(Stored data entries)
*** Block opens ***
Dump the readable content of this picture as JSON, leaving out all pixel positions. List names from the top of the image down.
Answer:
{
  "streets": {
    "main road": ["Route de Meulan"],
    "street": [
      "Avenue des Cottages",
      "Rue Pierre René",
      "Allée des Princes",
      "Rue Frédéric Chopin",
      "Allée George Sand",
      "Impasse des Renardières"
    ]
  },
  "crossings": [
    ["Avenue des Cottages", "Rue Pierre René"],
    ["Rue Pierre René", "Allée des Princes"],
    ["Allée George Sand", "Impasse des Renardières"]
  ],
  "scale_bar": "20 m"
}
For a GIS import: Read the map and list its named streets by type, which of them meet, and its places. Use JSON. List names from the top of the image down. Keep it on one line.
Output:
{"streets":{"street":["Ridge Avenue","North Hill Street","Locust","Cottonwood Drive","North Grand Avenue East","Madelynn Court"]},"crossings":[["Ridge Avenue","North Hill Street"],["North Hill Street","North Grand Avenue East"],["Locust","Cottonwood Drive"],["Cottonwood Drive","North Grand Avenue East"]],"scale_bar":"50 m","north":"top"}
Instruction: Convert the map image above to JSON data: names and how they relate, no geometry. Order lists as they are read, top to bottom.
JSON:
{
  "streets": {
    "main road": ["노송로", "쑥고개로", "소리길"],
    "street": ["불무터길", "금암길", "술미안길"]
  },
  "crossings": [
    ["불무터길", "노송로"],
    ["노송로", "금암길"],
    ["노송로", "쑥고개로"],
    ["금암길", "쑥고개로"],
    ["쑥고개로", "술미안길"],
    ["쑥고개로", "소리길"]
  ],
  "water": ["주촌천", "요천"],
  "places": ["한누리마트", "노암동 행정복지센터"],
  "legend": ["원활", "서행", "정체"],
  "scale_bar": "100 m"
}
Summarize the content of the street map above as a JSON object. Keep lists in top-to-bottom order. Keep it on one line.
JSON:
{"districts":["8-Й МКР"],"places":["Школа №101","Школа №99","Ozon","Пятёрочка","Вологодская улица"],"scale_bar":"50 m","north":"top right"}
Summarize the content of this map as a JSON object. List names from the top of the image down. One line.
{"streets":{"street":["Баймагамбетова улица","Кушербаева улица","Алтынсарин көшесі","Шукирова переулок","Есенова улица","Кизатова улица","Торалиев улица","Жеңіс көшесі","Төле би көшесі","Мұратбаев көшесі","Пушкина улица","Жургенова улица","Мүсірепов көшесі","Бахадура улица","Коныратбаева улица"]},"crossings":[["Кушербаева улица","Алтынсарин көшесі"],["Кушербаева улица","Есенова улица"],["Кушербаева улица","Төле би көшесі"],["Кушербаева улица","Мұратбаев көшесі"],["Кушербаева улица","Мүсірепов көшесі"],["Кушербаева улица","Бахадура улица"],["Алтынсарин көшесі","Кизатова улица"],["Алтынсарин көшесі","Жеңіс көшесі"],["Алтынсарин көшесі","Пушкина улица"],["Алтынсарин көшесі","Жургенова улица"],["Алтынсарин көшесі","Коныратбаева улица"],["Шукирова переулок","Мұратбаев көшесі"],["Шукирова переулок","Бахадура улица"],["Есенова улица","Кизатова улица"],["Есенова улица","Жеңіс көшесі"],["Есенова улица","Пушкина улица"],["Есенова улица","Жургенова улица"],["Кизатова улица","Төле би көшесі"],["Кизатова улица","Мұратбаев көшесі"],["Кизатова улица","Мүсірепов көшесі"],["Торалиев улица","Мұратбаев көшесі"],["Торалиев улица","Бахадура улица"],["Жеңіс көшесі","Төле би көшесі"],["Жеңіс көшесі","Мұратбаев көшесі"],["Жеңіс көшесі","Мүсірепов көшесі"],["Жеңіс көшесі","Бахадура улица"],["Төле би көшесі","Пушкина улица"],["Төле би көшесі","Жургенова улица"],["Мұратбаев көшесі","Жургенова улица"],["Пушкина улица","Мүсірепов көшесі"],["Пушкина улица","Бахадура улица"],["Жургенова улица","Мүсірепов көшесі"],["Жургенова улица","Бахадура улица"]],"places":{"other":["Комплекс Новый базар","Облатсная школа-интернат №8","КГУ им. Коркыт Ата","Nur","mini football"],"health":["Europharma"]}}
*** Block closes ***
## [What you are asked to do]
Type out each entry above again, exactly.

## [Response below]
Dump the readable content of this picture as JSON, leaving out all pixel positions. List names from the top of the image down.
Answer:
{
  "streets": {
    "main road": ["Route de Meulan"],
    "street": [
      "Avenue des Cottages",
      "Rue Pierre René",
      "Allée des Princes",
      "Rue Frédéric Chopin",
      "Allée George Sand",
      "Impasse des Renardières"
    ]
  },
  "crossings": [
    ["Avenue des Cottages", "Rue Pierre René"],
    ["Rue Pierre René", "Allée des Princes"],
    ["Allée George Sand", "Impasse des Renardières"]
  ],
  "scale_bar": "20 m"
}
For a GIS import: Read the map and list its named streets by type, which of them meet, and its places. Use JSON. List names from the top of the image down. Keep it on one line.
Output:
{"streets":{"street":["Ridge Avenue","North Hill Street","Locust","Cottonwood Drive","North Grand Avenue East","Madelynn Court"]},"crossings":[["Ridge Avenue","North Hill Street"],["North Hill Street","North Grand Avenue East"],["Locust","Cottonwood Drive"],["Cottonwood Drive","North Grand Avenue East"]],"scale_bar":"50 m","north":"top"}
Instruction: Convert the map image above to JSON data: names and how they relate, no geometry. Order lists as they are read, top to bottom.
JSON:
{
  "streets": {
    "main road": ["노송로", "쑥고개로", "소리길"],
    "street": ["불무터길", "금암길", "술미안길"]
  },
  "crossings": [
    ["불무터길", "노송로"],
    ["노송로", "금암길"],
    ["노송로", "쑥고개로"],
    ["금암길", "쑥고개로"],
    ["쑥고개로", "술미안길"],
    ["쑥고개로", "소리길"]
  ],
  "water": ["주촌천", "요천"],
  "places": ["한누리마트", "노암동 행정복지센터"],
  "legend": ["원활", "서행", "정체"],
  "scale_bar": "100 m"
}
Summarize the content of the street map above as a JSON object. Keep lists in top-to-bottom order. Keep it on one line.
JSON:
{"districts":["8-Й МКР"],"places":["Школа №101","Школа №99","Ozon","Пятёрочка","Вологодская улица"],"scale_bar":"50 m","north":"top right"}
Summarize the content of this map as a JSON object. List names from the top of the image down. One line.
{"streets":{"street":["Баймагамбетова улица","Кушербаева улица","Алтынсарин көшесі","Шукирова переулок","Есенова улица","Кизатова улица","Торалиев улица","Жеңіс көшесі","Төле би көшесі","Мұратбаев көшесі","Пушкина улица","Жургенова улица","Мүсірепов көшесі","Бахадура улица","Коныратбаева улица"]},"crossings":[["Кушербаева улица","Алтынсарин көшесі"],["Кушербаева улица","Есенова улица"],["Кушербаева улица","Төле би көшесі"],["Кушербаева улица","Мұратбаев көшесі"],["Кушербаева улица","Мүсірепов көшесі"],["Кушербаева улица","Бахадура улица"],["Алтынсарин көшесі","Кизатова улица"],["Алтынсарин көшесі","Жеңіс көшесі"],["Алтынсарин көшесі","Пушкина улица"],["Алтынсарин көшесі","Жургенова улица"],["Алтынсарин көшесі","Коныратбаева улица"],["Шукирова переулок","Мұратбаев көшесі"],["Шукирова переулок","Бахадура улица"],["Есенова улица","Кизатова улица"],["Есенова улица","Жеңіс көшесі"],["Есенова улица","Пушкина улица"],["Есенова улица","Жургенова улица"],["Кизатова улица","Төле би көшесі"],["Кизатова улица","Мұратбаев көшесі"],["Кизатова улица","Мүсірепов көшесі"],["Торалиев улица","Мұратбаев көшесі"],["Торалиев улица","Бахадура улица"],["Жеңіс көшесі","Төле би көшесі"],["Жеңіс көшесі","Мұратбаев көшесі"],["Жеңіс көшесі","Мүсірепов көшесі"],["Жеңіс көшесі","Бахадура улица"],["Төле би көшесі","Пушкина улица"],["Төле би көшесі","Жургенова улица"],["Мұратбаев көшесі","Жургенова улица"],["Пушкина улица","Мүсірепов көшесі"],["Пушкина улица","Бахадура улица"],["Жургенова улица","Мүсірепов көшесі"],["Жургенова улица","Бахадура улица"]],"places":{"other":["Комплекс Новый базар","Облатсная школа-интернат №8","КГУ им. Коркыт Ата","Nur","mini football"],"health":["Europharma"]}}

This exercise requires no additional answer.